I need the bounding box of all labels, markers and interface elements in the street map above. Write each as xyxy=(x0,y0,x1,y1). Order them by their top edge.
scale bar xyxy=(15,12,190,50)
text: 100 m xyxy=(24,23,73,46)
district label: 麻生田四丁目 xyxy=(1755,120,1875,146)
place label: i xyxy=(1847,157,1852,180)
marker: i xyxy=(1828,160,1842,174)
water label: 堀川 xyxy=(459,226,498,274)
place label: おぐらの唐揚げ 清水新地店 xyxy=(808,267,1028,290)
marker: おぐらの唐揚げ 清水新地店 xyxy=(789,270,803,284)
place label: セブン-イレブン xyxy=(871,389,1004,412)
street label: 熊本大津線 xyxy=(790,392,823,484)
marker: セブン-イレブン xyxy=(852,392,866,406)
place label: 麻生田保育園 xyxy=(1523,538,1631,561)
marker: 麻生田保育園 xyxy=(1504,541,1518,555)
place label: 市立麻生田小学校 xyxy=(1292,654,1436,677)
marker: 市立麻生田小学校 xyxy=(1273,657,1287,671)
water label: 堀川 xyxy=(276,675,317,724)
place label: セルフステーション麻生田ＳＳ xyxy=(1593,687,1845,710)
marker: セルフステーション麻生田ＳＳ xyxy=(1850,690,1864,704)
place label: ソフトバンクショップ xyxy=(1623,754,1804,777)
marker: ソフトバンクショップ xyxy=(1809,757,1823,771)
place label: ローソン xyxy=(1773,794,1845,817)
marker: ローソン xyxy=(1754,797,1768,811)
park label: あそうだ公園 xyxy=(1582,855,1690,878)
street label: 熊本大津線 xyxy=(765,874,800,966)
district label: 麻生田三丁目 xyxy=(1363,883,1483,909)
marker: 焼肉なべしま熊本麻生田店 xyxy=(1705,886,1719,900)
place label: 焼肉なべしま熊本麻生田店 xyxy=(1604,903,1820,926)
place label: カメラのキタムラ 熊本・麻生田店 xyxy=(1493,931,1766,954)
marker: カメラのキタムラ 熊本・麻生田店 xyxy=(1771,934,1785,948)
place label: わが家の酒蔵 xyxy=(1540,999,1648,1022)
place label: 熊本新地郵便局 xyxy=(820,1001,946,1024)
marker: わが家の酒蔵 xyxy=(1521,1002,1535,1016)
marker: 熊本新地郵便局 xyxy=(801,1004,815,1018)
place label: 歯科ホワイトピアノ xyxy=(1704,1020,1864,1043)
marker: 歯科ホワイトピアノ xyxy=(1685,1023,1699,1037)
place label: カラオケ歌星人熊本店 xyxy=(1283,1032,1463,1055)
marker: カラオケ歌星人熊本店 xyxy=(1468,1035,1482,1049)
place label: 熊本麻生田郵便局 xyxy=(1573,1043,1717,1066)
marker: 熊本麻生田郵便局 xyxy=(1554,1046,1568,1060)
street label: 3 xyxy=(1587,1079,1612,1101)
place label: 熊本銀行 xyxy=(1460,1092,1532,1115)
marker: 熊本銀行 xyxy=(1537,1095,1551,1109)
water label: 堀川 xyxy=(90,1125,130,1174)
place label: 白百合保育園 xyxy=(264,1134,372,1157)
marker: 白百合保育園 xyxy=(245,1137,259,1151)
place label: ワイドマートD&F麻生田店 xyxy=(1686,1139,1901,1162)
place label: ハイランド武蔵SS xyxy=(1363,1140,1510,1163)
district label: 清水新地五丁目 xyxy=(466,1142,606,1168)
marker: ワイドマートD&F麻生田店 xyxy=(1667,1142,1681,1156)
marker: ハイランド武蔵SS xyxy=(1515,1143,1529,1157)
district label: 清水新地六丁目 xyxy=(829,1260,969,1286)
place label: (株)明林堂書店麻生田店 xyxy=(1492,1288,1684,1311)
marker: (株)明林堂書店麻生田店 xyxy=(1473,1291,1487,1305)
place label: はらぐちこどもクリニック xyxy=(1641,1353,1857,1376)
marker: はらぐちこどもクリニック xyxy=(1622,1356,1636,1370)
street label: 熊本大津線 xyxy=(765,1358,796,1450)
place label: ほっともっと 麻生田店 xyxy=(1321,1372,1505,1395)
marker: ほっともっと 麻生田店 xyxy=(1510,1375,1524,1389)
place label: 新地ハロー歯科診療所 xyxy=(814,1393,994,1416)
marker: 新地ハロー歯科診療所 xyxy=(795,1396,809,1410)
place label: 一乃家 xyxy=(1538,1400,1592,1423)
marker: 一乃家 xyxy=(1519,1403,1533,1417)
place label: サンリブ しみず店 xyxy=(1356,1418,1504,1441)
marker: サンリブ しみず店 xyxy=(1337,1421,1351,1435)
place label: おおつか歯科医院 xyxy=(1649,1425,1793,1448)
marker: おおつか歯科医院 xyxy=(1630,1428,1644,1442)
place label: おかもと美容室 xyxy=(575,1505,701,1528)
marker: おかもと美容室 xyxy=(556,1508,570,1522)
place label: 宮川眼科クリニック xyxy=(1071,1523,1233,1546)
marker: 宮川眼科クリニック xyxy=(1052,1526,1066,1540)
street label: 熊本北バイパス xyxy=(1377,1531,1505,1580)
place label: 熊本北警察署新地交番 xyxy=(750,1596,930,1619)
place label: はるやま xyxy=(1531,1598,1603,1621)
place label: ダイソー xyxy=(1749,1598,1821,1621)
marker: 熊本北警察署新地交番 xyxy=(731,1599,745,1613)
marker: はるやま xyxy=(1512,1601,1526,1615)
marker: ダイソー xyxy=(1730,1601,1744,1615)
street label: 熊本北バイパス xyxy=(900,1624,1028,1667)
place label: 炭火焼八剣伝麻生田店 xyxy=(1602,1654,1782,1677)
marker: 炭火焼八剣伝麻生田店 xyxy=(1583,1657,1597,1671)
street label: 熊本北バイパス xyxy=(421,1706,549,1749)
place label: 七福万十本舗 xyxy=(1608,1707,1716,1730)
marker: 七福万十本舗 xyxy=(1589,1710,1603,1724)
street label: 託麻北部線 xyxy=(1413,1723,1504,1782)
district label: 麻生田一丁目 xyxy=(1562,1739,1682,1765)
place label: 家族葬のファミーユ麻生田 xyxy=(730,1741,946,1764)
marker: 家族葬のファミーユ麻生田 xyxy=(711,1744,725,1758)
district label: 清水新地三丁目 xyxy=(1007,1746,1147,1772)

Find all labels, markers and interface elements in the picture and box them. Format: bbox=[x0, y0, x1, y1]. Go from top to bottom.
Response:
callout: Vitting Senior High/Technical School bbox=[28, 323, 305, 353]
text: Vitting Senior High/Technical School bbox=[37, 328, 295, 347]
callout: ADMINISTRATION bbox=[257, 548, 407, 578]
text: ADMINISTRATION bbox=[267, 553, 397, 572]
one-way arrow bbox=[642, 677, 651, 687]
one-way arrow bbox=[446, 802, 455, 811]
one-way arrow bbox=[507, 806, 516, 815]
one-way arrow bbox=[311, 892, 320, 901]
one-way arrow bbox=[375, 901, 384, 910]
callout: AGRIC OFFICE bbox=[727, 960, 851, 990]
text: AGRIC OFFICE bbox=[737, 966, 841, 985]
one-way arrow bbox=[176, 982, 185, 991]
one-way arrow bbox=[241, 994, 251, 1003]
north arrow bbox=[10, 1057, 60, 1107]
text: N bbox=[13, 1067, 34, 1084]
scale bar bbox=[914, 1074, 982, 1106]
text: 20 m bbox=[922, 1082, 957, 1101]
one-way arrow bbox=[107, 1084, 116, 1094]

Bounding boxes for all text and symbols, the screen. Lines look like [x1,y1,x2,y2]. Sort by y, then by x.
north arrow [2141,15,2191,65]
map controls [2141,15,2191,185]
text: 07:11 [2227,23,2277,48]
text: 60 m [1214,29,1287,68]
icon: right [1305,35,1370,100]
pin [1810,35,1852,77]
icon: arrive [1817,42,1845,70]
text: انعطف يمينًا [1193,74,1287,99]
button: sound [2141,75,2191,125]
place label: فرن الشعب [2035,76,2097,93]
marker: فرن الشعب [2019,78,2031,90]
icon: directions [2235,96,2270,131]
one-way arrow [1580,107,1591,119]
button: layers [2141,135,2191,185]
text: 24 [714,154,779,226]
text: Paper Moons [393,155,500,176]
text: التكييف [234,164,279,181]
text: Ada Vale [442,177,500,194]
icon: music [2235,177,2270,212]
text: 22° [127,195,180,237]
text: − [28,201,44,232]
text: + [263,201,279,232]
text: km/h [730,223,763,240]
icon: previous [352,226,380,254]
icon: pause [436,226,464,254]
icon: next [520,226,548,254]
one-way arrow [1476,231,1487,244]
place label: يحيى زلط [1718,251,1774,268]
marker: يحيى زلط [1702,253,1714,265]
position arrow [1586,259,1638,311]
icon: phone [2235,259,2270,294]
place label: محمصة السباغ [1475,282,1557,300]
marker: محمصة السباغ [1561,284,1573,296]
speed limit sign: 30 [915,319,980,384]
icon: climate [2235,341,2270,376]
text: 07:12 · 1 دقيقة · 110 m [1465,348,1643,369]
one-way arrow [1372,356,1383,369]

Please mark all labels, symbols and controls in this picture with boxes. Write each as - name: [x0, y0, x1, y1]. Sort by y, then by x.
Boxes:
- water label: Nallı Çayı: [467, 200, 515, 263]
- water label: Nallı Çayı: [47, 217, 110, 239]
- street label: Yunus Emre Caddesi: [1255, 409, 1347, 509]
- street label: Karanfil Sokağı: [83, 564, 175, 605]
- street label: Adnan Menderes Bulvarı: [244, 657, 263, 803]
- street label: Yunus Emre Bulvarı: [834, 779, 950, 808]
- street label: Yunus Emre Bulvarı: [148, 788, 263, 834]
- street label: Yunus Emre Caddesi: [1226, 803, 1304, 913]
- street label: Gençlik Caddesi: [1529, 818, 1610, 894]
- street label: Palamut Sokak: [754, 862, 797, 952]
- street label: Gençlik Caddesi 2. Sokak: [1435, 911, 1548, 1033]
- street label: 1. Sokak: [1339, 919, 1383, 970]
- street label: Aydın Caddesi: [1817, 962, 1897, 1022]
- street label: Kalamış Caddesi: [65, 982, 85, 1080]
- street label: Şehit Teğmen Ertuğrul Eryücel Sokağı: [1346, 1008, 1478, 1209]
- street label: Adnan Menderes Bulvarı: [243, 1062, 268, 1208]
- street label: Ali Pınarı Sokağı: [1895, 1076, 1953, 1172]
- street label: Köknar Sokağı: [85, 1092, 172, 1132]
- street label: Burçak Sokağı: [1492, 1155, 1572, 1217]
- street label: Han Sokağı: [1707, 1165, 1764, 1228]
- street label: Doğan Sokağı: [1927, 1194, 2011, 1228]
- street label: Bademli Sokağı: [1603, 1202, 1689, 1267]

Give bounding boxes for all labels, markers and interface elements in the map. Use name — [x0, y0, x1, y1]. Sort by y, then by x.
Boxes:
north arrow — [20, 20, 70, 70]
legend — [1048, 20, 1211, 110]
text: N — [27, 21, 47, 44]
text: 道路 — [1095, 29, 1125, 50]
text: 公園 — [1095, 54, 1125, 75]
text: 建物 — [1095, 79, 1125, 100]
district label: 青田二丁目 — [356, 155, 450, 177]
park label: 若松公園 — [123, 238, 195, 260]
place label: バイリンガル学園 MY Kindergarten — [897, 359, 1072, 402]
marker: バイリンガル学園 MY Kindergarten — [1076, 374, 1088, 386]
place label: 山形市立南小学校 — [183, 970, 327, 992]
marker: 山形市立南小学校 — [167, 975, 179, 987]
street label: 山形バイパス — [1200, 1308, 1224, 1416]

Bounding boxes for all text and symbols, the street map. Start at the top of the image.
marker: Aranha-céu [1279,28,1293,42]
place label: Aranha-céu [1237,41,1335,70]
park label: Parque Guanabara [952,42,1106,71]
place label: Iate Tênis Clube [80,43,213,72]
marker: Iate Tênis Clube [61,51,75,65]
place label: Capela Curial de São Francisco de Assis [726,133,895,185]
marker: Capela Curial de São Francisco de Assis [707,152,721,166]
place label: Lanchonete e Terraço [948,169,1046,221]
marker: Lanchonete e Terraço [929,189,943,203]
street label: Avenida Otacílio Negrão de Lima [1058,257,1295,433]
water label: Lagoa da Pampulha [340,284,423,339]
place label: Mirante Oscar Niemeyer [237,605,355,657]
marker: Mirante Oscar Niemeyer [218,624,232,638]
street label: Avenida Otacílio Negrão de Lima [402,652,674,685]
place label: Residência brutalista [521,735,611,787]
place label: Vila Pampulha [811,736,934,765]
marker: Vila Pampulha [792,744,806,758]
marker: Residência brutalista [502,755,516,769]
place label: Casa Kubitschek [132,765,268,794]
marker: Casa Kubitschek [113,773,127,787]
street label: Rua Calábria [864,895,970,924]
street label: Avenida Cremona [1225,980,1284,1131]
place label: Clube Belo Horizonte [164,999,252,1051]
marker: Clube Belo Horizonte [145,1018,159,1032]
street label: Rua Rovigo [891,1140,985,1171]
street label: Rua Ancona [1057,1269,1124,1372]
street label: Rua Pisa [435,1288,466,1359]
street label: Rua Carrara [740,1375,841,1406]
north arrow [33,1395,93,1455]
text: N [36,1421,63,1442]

- - - - - - -

Exercise directions
If the word "name" is on a line above, return that line.

Response area
Please mark all labels, symbols and controls in this picture with boxes. Write each as - name: [x0, y0, x1, y1]. Sort by y, then by x.
Give bounding boxes for all labels, markers and interface elements in the map. Use name — [x0, y0, x1, y1]. Sort by y, then by x.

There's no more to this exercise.